风起自海面
穿越浮泛高楼
月亮升自草原
映照黑色窗口
诗,是应该咏唱的,但要把诗做为剧原来演绎却需要十足的精神情量:诗的风气、钢琴的节拍、爵士的韵调。听雷光夏的歌,你会睡在柳绿桃红的云端,卷曲着身子,慵懒地躺着。
我的左眼能够看见几百里之外的景物
我的右手不竭织出原始的图案
我的皮肤不再恐惧冷冷
我的头发在月光下无法停行生长
四面漫来的是浅蓝的大路,明红的脚步,纯白的衣裙,甜美的海水,温存的脸庞,今天的夜色,明天的梦境。
在远远的记忆之中不出名的草原
那是个平静的午后
族人都睡着了
我起头闻声一群大象自远方狂奔而来
听雷光夏的歌,听那个女人的声音,需要一点阳光,需要一点回忆,需要一点童年,然后心中默念:身心放松,如进云中;如进云中,平稳进梦;平稳进梦,紧贴天堂。
在那落雨的春天
我料想你末于呈现了
听你静静说:“别醒来”
我相信,童话是说给大人的,诗歌是唱给孩子的……
有时拥抱等于爱
脸上填一道荣耀
比及最初要分开
那拥抱起头踌躇
爱像两小我的海
有时静有时澎湃
漩涡中两颗尘埃
默默期待
希腊神话中有一位雕琢家匹格梅里安,不喜女性,但却深深地爱上了本身创做的大理石女像,并苦苦恳求爱神将石像化为实人,让他们结为爱人。
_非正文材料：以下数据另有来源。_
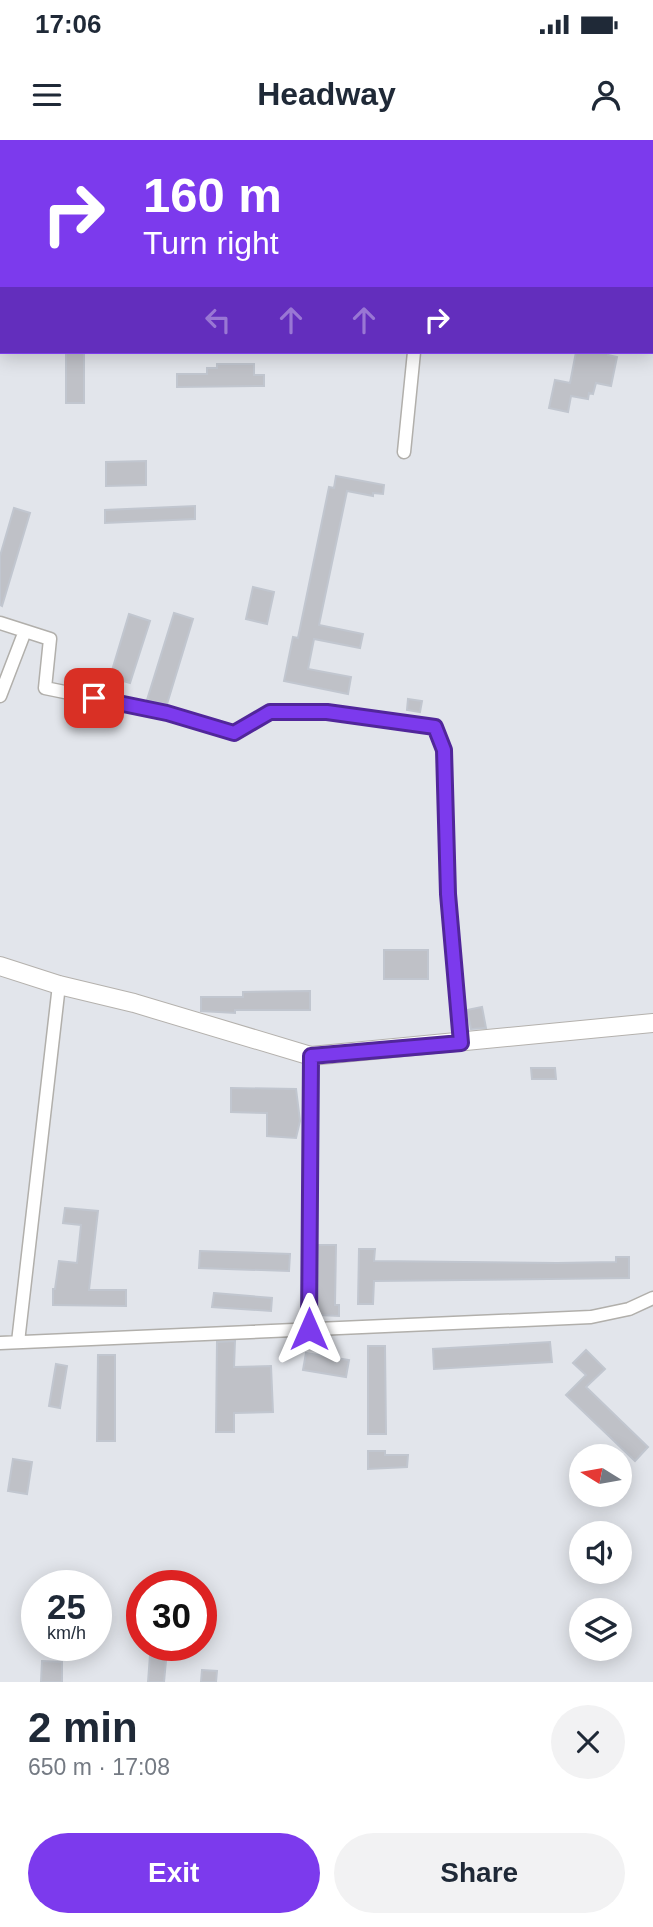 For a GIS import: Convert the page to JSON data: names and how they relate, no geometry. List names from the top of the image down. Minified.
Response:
{"north":"left","page":{"status":"17:06","header":"Headway","turn":["160 m","Turn right"],"speed":"25 km/h","limit":"30","heading":["2 min","650 m · 17:08"],"buttons":["Exit","Share"]}}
那不是反讽,而是雕琢家所逃求的心灵画像。
丁薇照顾着笼统的片段和模糊的话语,起头描画自画像。
树叶黄了 就要掉了 被风吹了 找不到了
太阳累了 就要睡了 留下月亮 等着天亮
冬天来了 觉得凉了 水不流了 你也走了
音乐响了 让我哭了 心已丢了 还会痛吗
在丁薇的音乐中,自画像的底色永久是深厚,看不清实正的颜色,只要手指划破沉浸的觉得,没有等待,只要动身;没有发问,只要反响。
站在街角发现本身很无聊
我怎么哭着喊着像个孩子在胡闹
我该浅笑还要有一点骄傲
就算是没了你了我也不克不及让人笑
就算是没了你了我还能够再觅觅
假设,你想进睡,来听雷光夏。
假设,你想失眠,来听丁薇。
因为,他们躲在云朵之中,温热的脸庞,向你浅笑。